Last February I came to Chile to teach two semesters of English at DuocUC, a DeVry-esc post-secondary institute in Santiago. December has now descended upon us and the second of the two semesters is coming to an end. There only remain final oral presentations to hear, papers to grade, and students to fail (just kidding upon failing students… well, not really).
Last semester I had a relatively good bunch of students. They were generally interested in learning English so long as they didn’t have to work too hard, and we had some fun in class. In contrast, at the opening of the second semester my new students didn’t really care for English at all. They saw my class solely as a requirement -or obstacle- they had to take on to get their degree. I tried not to become jaded but I felt whatever magic there was from the first semester had disappeared. However, things began to change somewhere around the semester’s midpoint. Class started to improve, unfortunately I have no idea why, and the students began to show a better attitude. Many have told me they want to take English with me again next semester. To be sure, I’m uncertain if this is because I was an effective teacher or an easy grader.
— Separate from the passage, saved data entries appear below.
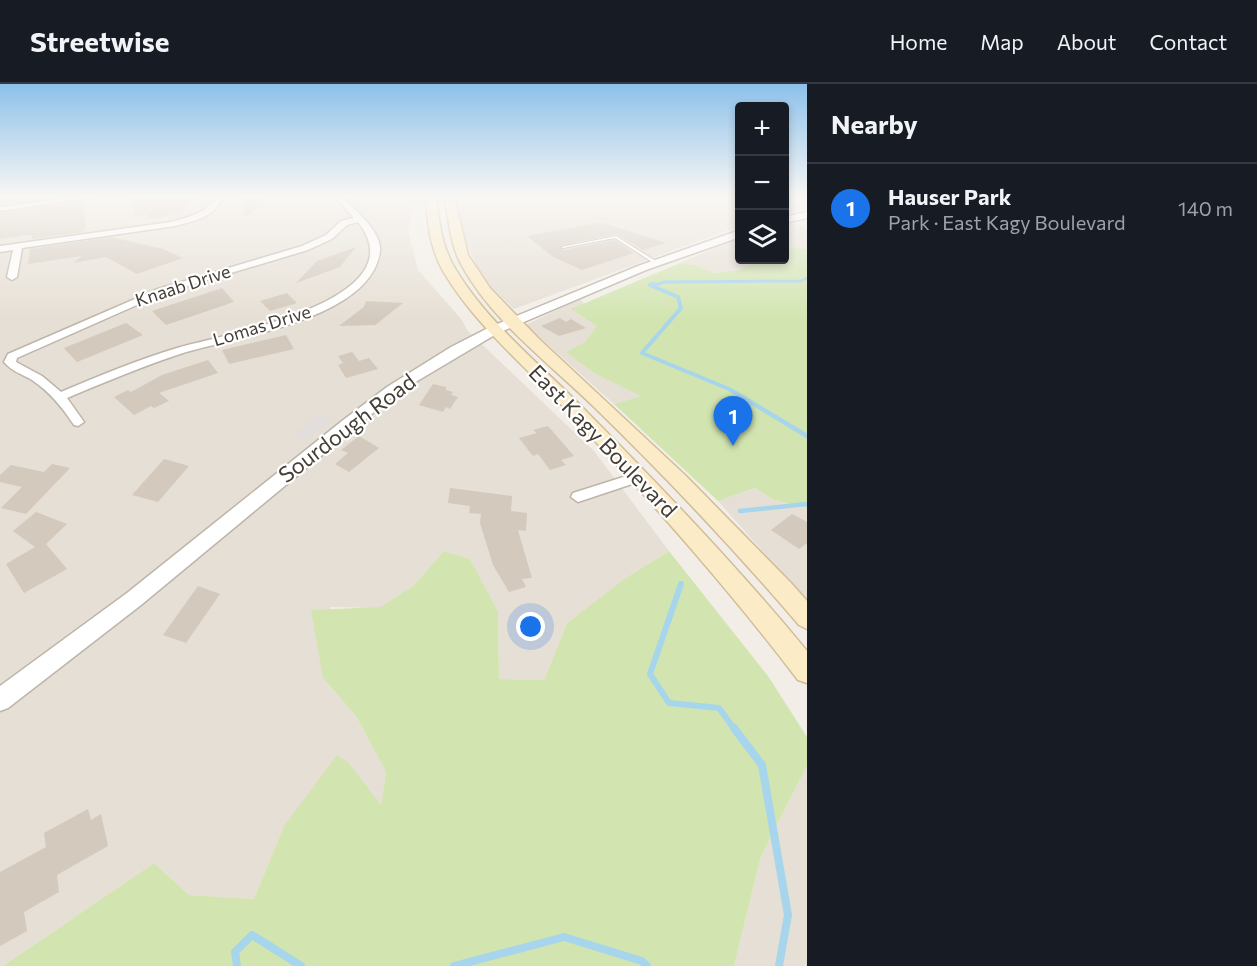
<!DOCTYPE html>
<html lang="en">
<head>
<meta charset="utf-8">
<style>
	body { margin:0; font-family:Commissioner,sans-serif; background:#242831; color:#f1f3f6 }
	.controls { position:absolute; right:18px; top:18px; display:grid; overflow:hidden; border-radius:6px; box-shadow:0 3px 9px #0003 }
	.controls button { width:54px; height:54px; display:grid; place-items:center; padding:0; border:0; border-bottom:2px solid #363941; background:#171b24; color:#f1f3f6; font:30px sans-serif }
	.you { position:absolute; left:531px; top:543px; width:21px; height:21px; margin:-15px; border:4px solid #fff; border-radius:50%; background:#1a73e8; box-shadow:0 0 0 9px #1a73e833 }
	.badge { display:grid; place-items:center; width:39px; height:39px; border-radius:50%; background:#1a73e8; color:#fff; font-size:20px; font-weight:700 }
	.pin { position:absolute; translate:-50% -50px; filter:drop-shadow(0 2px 3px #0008) }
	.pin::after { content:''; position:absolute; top:32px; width:21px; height:18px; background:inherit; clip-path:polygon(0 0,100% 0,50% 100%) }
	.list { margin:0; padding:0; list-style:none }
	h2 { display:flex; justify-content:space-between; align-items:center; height:78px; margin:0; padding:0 24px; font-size:26px }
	h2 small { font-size:20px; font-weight:400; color:#9ea1a6 }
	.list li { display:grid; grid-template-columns:39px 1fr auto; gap:18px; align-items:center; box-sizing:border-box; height:90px; padding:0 24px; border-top:2px solid #363941 }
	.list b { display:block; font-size:22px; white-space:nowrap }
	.list p { margin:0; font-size:20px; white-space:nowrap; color:#9ea1a6 }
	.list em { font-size:20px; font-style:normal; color:#9ea1a6 }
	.icon { flex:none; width:33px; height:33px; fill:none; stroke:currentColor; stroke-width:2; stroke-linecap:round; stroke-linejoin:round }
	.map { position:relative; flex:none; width:807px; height:882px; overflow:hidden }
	header { display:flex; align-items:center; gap:36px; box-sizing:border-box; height:84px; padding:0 30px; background:#171b24; border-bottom:2px solid #363941 }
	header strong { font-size:28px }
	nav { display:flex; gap:33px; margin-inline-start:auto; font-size:21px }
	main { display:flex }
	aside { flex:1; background:#171b24 }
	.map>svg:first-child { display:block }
	.residential { fill:#e6dfd5 }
	.green { fill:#d2e5b1 }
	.parking { fill:#e1dedb }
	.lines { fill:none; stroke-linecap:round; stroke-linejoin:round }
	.stream-far4 { stroke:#a6d5ec; stroke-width:3 }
	.stream-far3 { stroke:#a6d5ec; stroke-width:4 }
	.stream-far2 { stroke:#a6d5ec; stroke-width:4.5 }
	.stream-far1 { stroke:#a6d5ec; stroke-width:6 }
	.stream { stroke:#a6d5ec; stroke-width:8 }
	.building { fill:#d3c9bd }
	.service-casing { stroke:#bdb5aa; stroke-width:2 }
	.minor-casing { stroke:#bdb5aa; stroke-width:3 }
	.tertiary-casing { stroke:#bdb5aa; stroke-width:3 }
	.secondary-casing { stroke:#d0bd98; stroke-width:3 }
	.service { fill:#fff; fill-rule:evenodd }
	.minor { fill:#fff; fill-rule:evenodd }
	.tertiary { fill:#fff; fill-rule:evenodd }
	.secondary { fill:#fcebc7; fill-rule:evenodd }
	.labels { text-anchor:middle; stroke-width:4.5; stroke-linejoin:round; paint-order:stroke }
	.far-street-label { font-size:18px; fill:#453e36; stroke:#fff }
	.street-label { font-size:22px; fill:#453e36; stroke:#fff }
</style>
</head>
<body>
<header>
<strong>Streetwise</strong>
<nav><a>Home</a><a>Map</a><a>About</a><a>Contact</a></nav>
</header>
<main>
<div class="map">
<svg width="807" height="882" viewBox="0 0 807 882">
	<rect width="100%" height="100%" fill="#f2eee7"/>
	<g class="residential">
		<polygon points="0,112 416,112 408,147 418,186 462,236 467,246 594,367 669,467 624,495 567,539 544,596 499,595 498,527 470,475 444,467 413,502 381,524 330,523 323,594 356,632 386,688 381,722 349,679 284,742 254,815 189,811 154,779 3,882 0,882"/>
		<polygon points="456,112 739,112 739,142 514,225 493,205 478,184 464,155"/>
		<polygon points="785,112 807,112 807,124 785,129"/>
		<polygon points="796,140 807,146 807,165 785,166 784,142"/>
		<polygon points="739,153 740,176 754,176 740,186 714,189 695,181 680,179"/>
		<polygon points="579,215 684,300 614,320 526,241"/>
		<polygon points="755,404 774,416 807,424 807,517 718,417"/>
		<polygon points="807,682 807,882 734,882 761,772"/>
	</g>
	<g class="green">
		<polygon points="794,164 807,165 807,424 774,416 755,404 718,417 614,320 641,312 594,289 566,268 585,258 597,242 571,225 680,179 695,181 714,189 740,186 754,176 784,176 785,166"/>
		<polygon points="444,467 470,475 498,527 499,595 544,596 567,539 624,495 669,467 768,592 807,653 807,682 761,772 734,882 3,882 154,779 189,811 254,815 284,742 337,671 349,679 381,721 386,688 356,632 323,594 311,526 381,523 413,502"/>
	</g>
	<polygon class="parking" points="320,330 331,337 304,356 293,349"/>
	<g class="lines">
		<polyline class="stream-far4" points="652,202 665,198 801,197 807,194"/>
		<polyline class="stream-far3" points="654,200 650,201 678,213 681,224 642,269 729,305 746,315"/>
		<g class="stream-far2">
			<polyline points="744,314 807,352"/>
			<polyline points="740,427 807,420"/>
		</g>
		<polyline class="stream-far1" points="681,500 650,590 669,619 719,624 735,646"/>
		<g class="stream">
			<polyline points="734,644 762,681 788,831 779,882"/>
			<polyline points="237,882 235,868 252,851 301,882"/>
			<polyline points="454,882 564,853 642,877 647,882"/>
		</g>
	</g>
	<g class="building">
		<polygon points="0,112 65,112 0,121"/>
		<polygon points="152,112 154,114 196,112 180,130 149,135 146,130 135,133 132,115"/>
		<polygon points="250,112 257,112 257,124 246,133 241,118"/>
		<polygon points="84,117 85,146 81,147 85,148 32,155 32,151 28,151 0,155 0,129"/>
		<polygon points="597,139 603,139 666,159 643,166 616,150 559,162 563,166 615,156 634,169 582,186 553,173 527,152"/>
		<polygon points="111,153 163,165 183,174 137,190 106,173 73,179 82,172 28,180 30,165"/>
		<polygon points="356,163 340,183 296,199 317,177"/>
		<polygon points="222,204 234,218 166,241 152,227"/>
		<polygon points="287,209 297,219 270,227 260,217"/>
		<polygon points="366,217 403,219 375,241 339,242 364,223"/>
		<polygon points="560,234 566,238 571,235 586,244 559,252 541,242"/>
		<polygon points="126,239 143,251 77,278 64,264"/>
		<polygon points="286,251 294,265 229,280 222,266"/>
		<polygon points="352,268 359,277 369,274 378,285 346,294 338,281 343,279 338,272"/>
		<polygon points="208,276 218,289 159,309 169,317 154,324 151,322 134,331 114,313 128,306 131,308 162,291"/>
		<polygon points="433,300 446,303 446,306 453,308 451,311 458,313 450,325 446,323 443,328 419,321"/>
		<polygon points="548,342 574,372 561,376 566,381 550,386 538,370 533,372 519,354 537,349 533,346"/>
		<polygon points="359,352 379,364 349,388 335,380 348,369 341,366"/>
		<polygon points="164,375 189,382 158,418 132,411"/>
		<polygon points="52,380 70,384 26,430 1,424 22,403 0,398 0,391 11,381 44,388"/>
		<polygon points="450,404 512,412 511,427 527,429 526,447 518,446 532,494 522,495 526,503 509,508 493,481 480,439 481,430 469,429 470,422 448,419"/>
		<polygon points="36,428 67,440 46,460 67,485 24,509 6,480 35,463 13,447"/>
		<polygon points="792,430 807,438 807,459 799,465 771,446"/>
		<polygon points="198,502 220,510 186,559 163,551"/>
		<polygon points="88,725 91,736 101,730 108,762 57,791 59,808 24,828 27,847 0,862 0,788 46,763 44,749"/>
	</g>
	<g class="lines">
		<defs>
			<polygon id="service" points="616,152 659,179 655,180 615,154 563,164 561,163"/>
			<g id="minor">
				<polygon points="82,112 103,112 0,127 0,123"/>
				<path d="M216 112H224C213 134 197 136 175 142L22 164 17 193 12 196 7 193 13 166 0 168V162L171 138C189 133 208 129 216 112Z"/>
				<path d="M334 112H342C354 126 382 147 380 167 372 235 235 253 183 269 143 282 105 298 67 314L84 338 78 342 74 341C62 323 50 308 32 296 22 290 11 287 4 278L8 270 158 205 302 162 326 151 341 137 354 134ZM358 138C421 217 221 251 177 264 137 276 99 292 61 308L42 292 16 278 17 274 164 209 308 166 332 155 347 141Z"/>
				<polygon points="639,388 644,390 646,393 644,396 578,418 571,413 573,409"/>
			</g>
			<g id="tertiary">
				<polygon points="807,128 807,134 784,139 784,133"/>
				<polygon points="740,146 740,153 646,186 498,249 397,309 141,521 8,624 0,627 0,602 127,509 342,337 387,303 451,263 490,243 638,182"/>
			</g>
			<g id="secondary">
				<path d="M426 112H436C439 138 442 164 456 186 488 239 539 279 582 323 660 402 737 482 807 567V599L798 596C728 504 651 418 573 333 529 285 476 243 443 187 430 164 427 138 426 112Z"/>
				<path d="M444 112H454L468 171 490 204 538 254 686 392 791 499 807 517V545L799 541C734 465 665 392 593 322 548 278 493 238 462 182 450 161 449 135 444 112Z"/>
			</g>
		</defs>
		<use href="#service" class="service-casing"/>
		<use href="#minor" class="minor-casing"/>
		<use href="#tertiary" class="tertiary-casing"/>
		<use href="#secondary" class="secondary-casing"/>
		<use href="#service" class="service"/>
		<use href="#minor" class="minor"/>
		<use href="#tertiary" class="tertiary"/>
		<use href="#secondary" class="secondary"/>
	</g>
	<linearGradient id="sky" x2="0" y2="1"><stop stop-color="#8dc1ea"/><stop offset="0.48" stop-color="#f9f7f4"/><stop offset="1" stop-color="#f9f7f4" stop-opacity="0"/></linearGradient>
	<rect width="807" height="235" fill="url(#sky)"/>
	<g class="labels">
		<g class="far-street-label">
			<text transform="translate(183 202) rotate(-18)" y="6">Knaab Drive</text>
			<text transform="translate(262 242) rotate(-17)" y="6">Lomas Drive</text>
		</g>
		<g class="street-label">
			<text transform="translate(347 344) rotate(-37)" y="8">Sourdough Road</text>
			<text transform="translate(603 357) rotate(46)" y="8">East Kagy Boulevard</text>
		</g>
	</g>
</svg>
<div class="controls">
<button>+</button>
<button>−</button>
<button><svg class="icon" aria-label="layers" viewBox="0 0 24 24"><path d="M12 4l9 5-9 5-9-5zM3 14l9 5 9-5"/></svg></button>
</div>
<div class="you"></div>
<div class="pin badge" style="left:733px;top:362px">1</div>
</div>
<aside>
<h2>Nearby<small></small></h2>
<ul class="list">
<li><span class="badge">1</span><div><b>Hauser Park</b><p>Park · East Kagy Boulevard</p></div><em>140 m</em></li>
</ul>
</aside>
</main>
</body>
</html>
Before I left a year ago I tried to act cool. “A year abroad ain’t no thang,” I said to myself and people I knew. But honestly I was scared out of my mind. I had studied abroad in Madrid for a semester in college, but that was for four months. I spent most of my time with fellow American students and came into little contact with the local population. On the other hand this was the real deal. I’d be living daily life for a year in a foreign country to which I had never been. “How would I feel six months down the line? How much would I miss my family? My friends? The New York mindset?” A year, I thought, was a pretty long time to spend away from home, and I was taking a dark step into a completely unknown situation.
So how do I feel almost a year on? Pretty damn good, actually. Sure, I’m not going to lie and say I don’t go through patches where I feel home sick. That’s only natural. But what I’ve learned is that a year is not that long to spend in a foreign country. I feel like I’m just now getting to know Chile. Moreover, everyday here potentials presents a new challenge. I never know when I’m going to discover something new. Teaching English, while not my career goal, is a pretty cool job. It’s much more interesting and fewer hours than whatever I’d be doing right now if I were in New York.